Electronic structure of sub-10 nm colloidal silica nanoparticles measured by in situ photoelectron spectroscopy at the aqueous-solid interface

Matthew A Brown; Robert Seidel; Stephan Thürmer; Manfred Faubel; John C Hemminger; Jeroen A van Bokhoven; Bernd Winter; Martin Sterrer

doi:10.1039/c1cp21131e

Electronic structure of sub-10 nm colloidal silica nanoparticles measured by in situ photoelectron spectroscopy at the aqueous-solid interface

Phys Chem Chem Phys. 2011 Jul 28;13(28):12720-3. doi: 10.1039/c1cp21131e.
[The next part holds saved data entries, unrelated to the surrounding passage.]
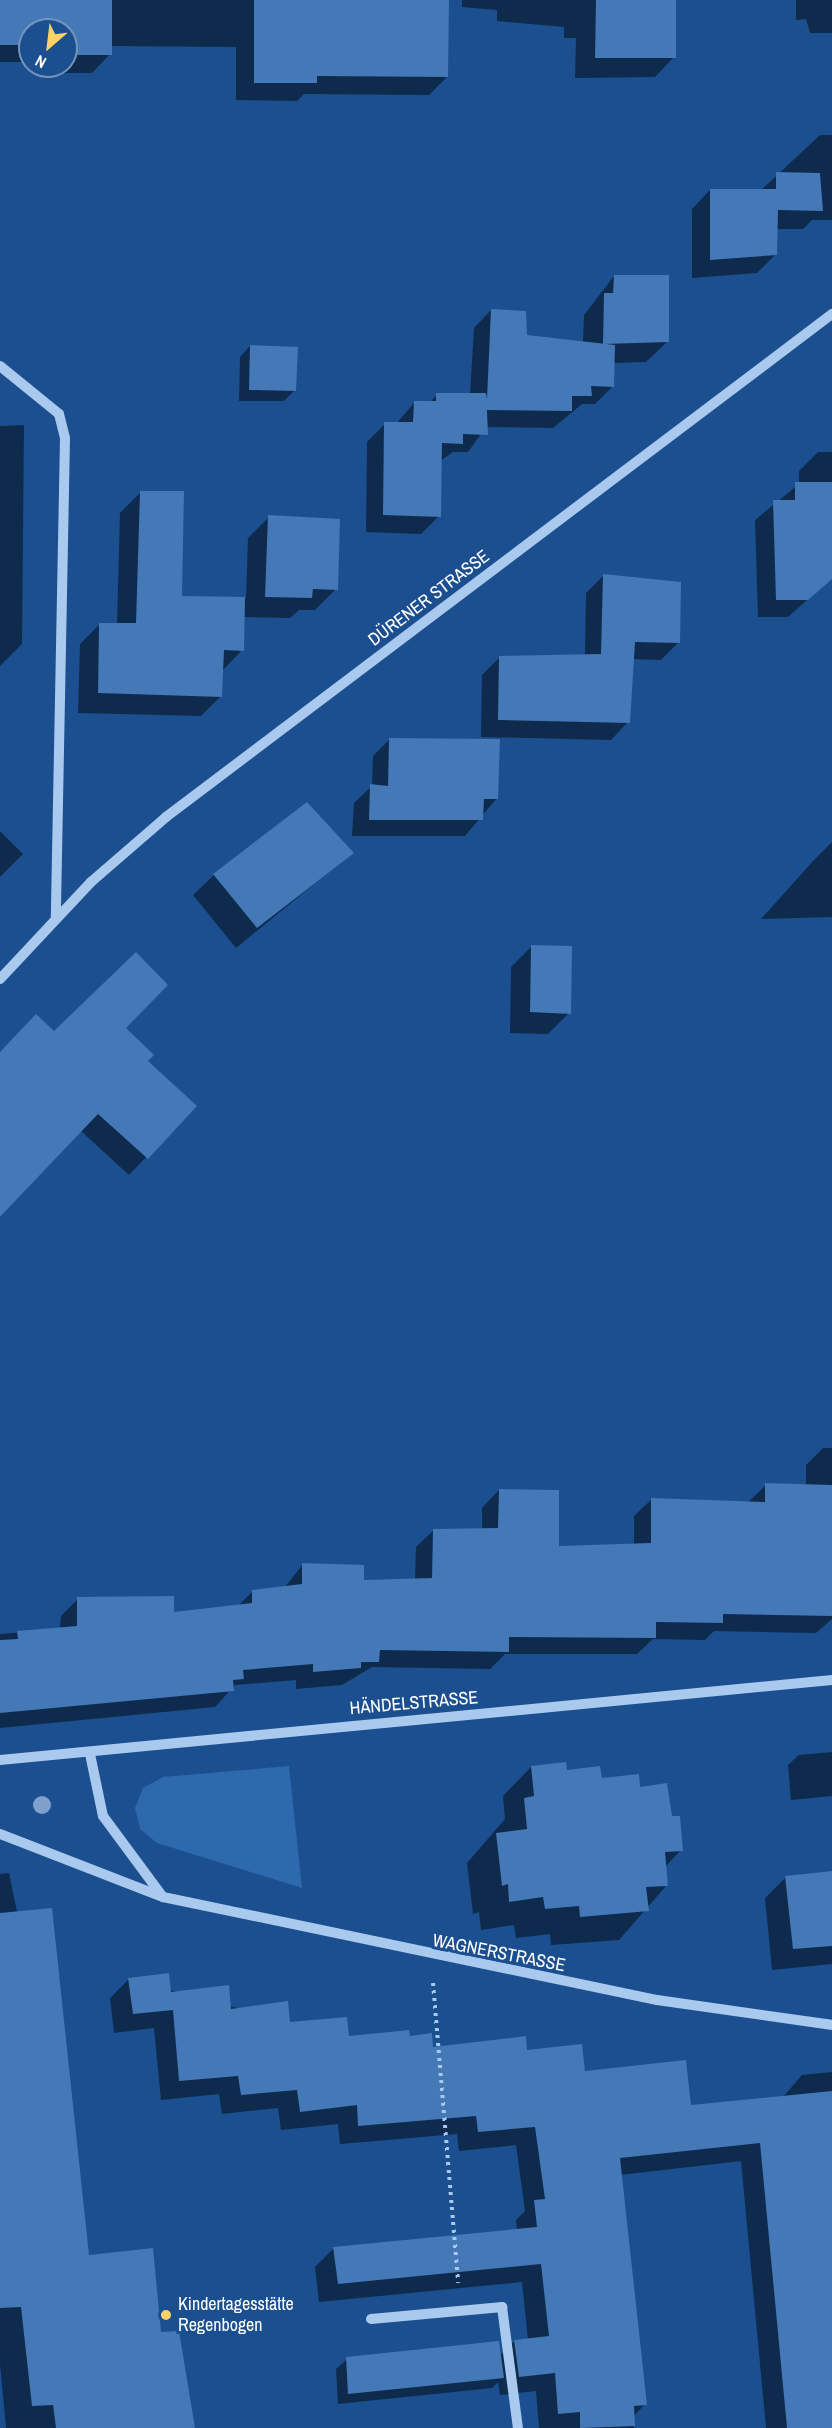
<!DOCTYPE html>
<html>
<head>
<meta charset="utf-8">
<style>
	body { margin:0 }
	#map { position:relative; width:832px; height:2428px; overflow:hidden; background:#1b4f8f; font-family:"Archivo Narrow",sans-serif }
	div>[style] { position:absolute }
	.green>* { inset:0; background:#2e69ad }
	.shadow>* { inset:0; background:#0007 }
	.building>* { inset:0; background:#4478b7 }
	.path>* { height:4px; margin-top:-2px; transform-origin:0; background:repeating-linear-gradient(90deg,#a9c9ee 0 3px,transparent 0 7.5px) }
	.minor>* { height:10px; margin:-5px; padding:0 5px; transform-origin:5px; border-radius:5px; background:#a9c9ee }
	.trees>* { width:18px; height:18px; margin:-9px; border-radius:50%; background:#7ea0ca }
	.dots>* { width:16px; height:16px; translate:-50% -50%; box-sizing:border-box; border:3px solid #1b4f8f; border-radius:50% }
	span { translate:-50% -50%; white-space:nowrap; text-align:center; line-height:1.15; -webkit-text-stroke:6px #1b4f8f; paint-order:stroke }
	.street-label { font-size:18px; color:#fff }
	.poi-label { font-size:18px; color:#fff }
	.left { translate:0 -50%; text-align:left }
	.north { position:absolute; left:18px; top:18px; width:60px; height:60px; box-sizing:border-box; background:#1b4f8f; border:2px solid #7695bc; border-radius:50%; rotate:208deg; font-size:16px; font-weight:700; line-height:24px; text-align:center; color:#fff }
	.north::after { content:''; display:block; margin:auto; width:21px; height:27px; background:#ffd166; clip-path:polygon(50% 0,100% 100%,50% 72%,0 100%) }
</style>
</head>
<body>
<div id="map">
	<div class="green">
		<i style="clip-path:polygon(289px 1766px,302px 1888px,157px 1843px,140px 1829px,135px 1808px,143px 1788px,163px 1777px)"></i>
	</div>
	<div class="shadow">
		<i style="clip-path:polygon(0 0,448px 0,447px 77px,429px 95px,304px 94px,297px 101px,236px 100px,236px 47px,110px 46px,110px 54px,92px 73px,43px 73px,43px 66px,66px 66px,66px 30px,30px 30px,30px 62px,0 62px)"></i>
		<i style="clip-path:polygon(462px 0,675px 0,674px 57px,655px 77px,575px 78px,576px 38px,564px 38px,564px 27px,497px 21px,497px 10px,462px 7px)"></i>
		<i style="clip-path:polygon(796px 0,832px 0,832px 33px,810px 33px,806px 19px,796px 20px)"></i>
		<i style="clip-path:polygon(820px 135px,832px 135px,832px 220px,812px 220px,803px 229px,776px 229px,775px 255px,757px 273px,692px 278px,692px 209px,710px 190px,760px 191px)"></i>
		<i style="clip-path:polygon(614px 276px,667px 342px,646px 362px,613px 363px,613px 386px,595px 404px,582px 404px,553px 428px,486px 427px,468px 452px,453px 452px,440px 461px,439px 516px,421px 534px,366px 532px,367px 442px,385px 424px,396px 424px,414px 403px,429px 403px,437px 395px,470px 394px,474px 328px,491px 310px,526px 336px,583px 343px,584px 315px)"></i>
		<i style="clip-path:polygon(250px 346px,294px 391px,284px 401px,239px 401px,240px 357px)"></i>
		<i style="clip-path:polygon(24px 425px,22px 644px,0 666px,0 426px)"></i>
		<i style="clip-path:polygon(818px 452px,832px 452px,832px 578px,788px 617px,758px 617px,755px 520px,799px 484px,799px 471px)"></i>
		<i style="clip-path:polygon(140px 493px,181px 598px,246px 598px,248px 538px,269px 517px,336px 589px,315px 610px,299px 610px,290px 618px,243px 617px,242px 650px,222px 671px,221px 696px,201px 716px,78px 713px,80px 644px,100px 624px,117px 624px,120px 513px)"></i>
		<i style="clip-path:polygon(604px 575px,678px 643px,661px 660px,632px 659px,628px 722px,611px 740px,481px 737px,482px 675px,500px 657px,585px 656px,586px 593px)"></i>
		<i style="clip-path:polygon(390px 739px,497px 798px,465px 836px,352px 836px,354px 803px,372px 786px,373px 756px)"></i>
		<i style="clip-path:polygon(0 831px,23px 854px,0 877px)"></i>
		<i style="clip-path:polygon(832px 842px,832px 917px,761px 919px,814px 860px)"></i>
		<i style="clip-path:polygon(352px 853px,236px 948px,193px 895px,214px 875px)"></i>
		<i style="clip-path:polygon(532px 946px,569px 1013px,548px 1034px,510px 1033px,511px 967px)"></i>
		<i style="clip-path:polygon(124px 1028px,146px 1061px,194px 1107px,129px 1175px,81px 1131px,0 1217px,0 1053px,54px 1033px)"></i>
		<i style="clip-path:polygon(823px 1448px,832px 1448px,832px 1619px,816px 1633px,714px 1631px,705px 1640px,653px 1639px,637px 1654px,505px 1654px,490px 1669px,372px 1667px,342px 1685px,296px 1689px,296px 1680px,235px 1685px,215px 1707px,0 1728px,0 1634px,60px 1629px,61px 1616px,78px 1599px,173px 1614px,237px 1607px,253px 1591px,285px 1587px,303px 1564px,362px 1581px,415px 1580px,416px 1547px,434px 1530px,482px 1530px,482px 1508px,499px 1490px,558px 1547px,634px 1545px,634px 1516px,652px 1499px,748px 1502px,766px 1485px,806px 1486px,806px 1465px)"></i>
		<i style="clip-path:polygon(832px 1752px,832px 1796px,791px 1800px,788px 1765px,799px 1755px)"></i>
		<i style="clip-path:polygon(531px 1767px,639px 1789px,670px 1818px,681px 1850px,665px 1867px,666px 1886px,619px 1940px,551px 1945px,550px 1934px,516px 1938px,514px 1925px,481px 1930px,479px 1912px,473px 1914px,467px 1863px,505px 1819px,503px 1796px)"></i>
		<i style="clip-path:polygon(832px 1872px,832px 1964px,772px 1970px,765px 1898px,786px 1877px)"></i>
		<i style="clip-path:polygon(9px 1873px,88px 2257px,159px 2334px,192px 2428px,6px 2428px,0 2364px,0 1874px)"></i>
		<i style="clip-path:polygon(129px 1979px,347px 2038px,408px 2037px,431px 2049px,526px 2051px,690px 2106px,783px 2097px,802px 2075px,832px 2072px,832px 2428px,766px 2428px,741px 2161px,620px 2175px,645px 2404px,633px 2417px,634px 2428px,539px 2428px,536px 2391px,500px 2395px,498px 2382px,492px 2388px,338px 2404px,336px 2369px,347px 2359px,499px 2356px,515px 2341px,528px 2340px,522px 2282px,319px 2302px,315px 2267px,334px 2248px,517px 2230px,516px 2220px,525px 2211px,516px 2145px,459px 2151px,457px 2134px,340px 2144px,338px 2124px,281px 2130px,278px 2108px,222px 2114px,219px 2094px,161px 2100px,154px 2028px,114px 2033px,110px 1998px)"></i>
	</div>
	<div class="building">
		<i style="clip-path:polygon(0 0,112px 0,112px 55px,66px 55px,66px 30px,30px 30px,30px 45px,0 45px)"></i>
		<i style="clip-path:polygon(254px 0,449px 0,448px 77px,317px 76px,317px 83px,254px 83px)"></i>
		<i style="clip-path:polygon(596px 0,676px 0,676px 58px,595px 58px)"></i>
		<i style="clip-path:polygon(776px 172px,820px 173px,823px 211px,778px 210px,777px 255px,710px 260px,710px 189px,776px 189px)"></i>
		<i style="clip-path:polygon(614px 275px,669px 275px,669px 342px,603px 344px,604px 293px,613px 293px)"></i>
		<i style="clip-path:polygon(491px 309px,526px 311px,527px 335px,615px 345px,614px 387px,591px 386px,592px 396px,572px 396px,572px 411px,487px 410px,488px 435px,463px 434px,463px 444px,442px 443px,441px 517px,383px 515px,384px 422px,413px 422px,414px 401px,436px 401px,436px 393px,486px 393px,487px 399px)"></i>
		<i style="clip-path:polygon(250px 345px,298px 347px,296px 391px,249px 390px)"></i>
		<i style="clip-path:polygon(795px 482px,832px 482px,832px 579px,808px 600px,776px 600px,773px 500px,795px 500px)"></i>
		<i style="clip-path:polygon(140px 491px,184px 491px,182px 596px,245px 597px,244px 651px,224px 650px,222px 697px,98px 693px,99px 623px,136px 623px)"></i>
		<i style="clip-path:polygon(268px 515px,340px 519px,338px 590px,313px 589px,312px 598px,265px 597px)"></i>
		<i style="clip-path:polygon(603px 574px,681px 582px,680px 643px,635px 642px,630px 723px,498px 720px,499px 656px,601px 654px)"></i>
		<i style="clip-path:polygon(389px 738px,500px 739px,498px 799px,484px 799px,483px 820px,369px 820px,370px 784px,388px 786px)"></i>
		<i style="clip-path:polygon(307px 802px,354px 853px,257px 928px,213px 874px)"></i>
		<i style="clip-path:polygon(531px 945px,572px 946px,571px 1014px,530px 1012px)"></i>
		<i style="clip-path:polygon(136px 952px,168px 985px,126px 1028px,154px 1055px,148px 1061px,197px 1106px,148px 1159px,98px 1114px,0 1217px,0 1052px,36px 1014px,54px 1031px)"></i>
		<i style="clip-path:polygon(765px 1483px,832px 1485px,832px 1616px,723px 1614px,723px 1623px,656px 1622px,656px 1638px,509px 1637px,509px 1652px,380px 1650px,379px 1662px,361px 1662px,361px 1668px,313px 1672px,313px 1664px,243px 1670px,244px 1679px,233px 1680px,234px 1691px,0 1713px,0 1640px,18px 1639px,17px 1631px,77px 1626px,77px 1597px,174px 1596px,174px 1612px,252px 1603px,252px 1590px,302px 1584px,302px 1563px,364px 1565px,364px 1580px,432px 1578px,433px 1529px,498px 1528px,499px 1489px,559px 1490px,559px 1546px,651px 1543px,651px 1498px,765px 1502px)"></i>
		<i style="clip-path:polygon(566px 1762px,567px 1770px,600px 1766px,602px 1778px,639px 1774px,640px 1787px,667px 1783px,672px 1816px,680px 1816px,683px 1851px,665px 1852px,668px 1886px,646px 1887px,649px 1911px,580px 1917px,579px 1906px,545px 1909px,543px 1897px,509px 1902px,508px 1884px,502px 1886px,496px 1833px,527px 1829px,524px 1798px,534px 1796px,531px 1766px)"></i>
		<i style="clip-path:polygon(832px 1871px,832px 1946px,793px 1949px,785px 1876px)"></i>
		<i style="clip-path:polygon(52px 1908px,89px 2255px,153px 2248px,161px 2332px,179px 2331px,195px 2428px,56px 2428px,53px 2405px,32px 2406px,21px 2307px,0 2308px,0 1913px)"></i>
		<i style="clip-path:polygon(169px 1973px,171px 1992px,229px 1985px,231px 2009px,288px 2001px,290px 2022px,347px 2017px,349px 2036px,409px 2030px,410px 2036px,432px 2033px,433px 2047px,526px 2036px,527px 2050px,582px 2044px,585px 2071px,686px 2060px,691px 2105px,832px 2091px,832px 2428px,787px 2428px,760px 2143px,620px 2158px,647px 2405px,634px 2406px,635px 2426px,580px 2428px,580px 2412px,558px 2414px,555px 2373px,519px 2377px,514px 2340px,549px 2336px,541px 2264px,338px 2284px,333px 2247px,537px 2227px,534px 2200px,545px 2199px,535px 2127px,478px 2132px,476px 2116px,358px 2126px,357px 2105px,300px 2112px,297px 2090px,241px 2095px,238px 2076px,179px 2081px,173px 2010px,133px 2014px,128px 1978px)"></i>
		<i style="clip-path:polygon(499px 2341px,504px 2378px,348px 2394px,346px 2357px)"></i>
	</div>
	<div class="path">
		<i style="left:433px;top:1983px;width:301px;rotate:85.2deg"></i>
	</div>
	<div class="minor">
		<i style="left:0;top:366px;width:76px;rotate:39.1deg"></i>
		<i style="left:59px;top:414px;width:25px;rotate:76deg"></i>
		<i style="left:65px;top:438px;width:481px;rotate:91.1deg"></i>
		<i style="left:0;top:979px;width:133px;rotate:-46.8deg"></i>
		<i style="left:91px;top:882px;width:99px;rotate:-40.9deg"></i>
		<i style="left:166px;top:817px;width:835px;rotate:-37.06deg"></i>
		<i style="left:90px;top:1754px;width:63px;rotate:78.2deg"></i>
		<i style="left:103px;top:1816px;width:101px;rotate:53.5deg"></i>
		<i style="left:163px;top:1897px;width:505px;rotate:11.78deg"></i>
		<i style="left:657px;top:2000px;width:177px;rotate:8.1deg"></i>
		<i style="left:0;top:1760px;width:836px;rotate:-5.49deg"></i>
		<i style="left:0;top:1834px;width:172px;rotate:21.2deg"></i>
		<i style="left:371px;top:2319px;width:132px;rotate:-5.2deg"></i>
		<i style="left:502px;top:2307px;width:122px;rotate:82.5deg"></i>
	</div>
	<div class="trees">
		<i style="left:42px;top:1805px"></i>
	</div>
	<div class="dots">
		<i style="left:166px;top:2315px;background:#ffd166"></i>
	</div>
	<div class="street-label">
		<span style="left:429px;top:598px;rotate:-37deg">DÜRENER STRASSE</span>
		<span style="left:414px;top:1703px;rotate:-5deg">HÄNDELSTRASSE</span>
		<span style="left:499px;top:1953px;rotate:11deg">WAGNERSTRASSE</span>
	</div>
	<div class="poi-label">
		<span class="left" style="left:178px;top:2315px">Kindertagesstätte<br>Regenbogen</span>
	</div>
	<div class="north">N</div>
</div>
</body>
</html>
Epub 2011 Jun 20.

Authors

Matthew A Brown¹, Robert Seidel, Stephan Thürmer, Manfred Faubel, John C Hemminger, Jeroen A van Bokhoven, Bernd Winter, Martin Sterrer

Affiliation

¹ Institute for Chemical and Bioengineering, ETH Zurich, HCI G101, CH-8093 Zurich, Switzerland. matthew.brown@chem.ethz.ch

PMID: 21687886
DOI: 10.1039/c1cp21131e

Abstract

X-Ray photoelectron spectroscopy has been extended to colloidal nanoparticles in aqueous solution using a liquid microjet in combination with synchrotron radiation, which allowed for depth-dependent measurements. Two distinct electronic structures are evident in the Si 2p photoelectron spectrum of 7 nm SiO(2)-nanoparticles at pH 10. A core-shell model is proposed where only the outermost layer of SiO(2) nanoparticles, which is mainly composed of deprotonated silanol groups, >Si-O(-), interacts with the solution. The core of the nanoparticles is not affected by the solvation process and retains the same electronic structure as measured in vacuum. Future opportunities of this new experiment are also highlighted.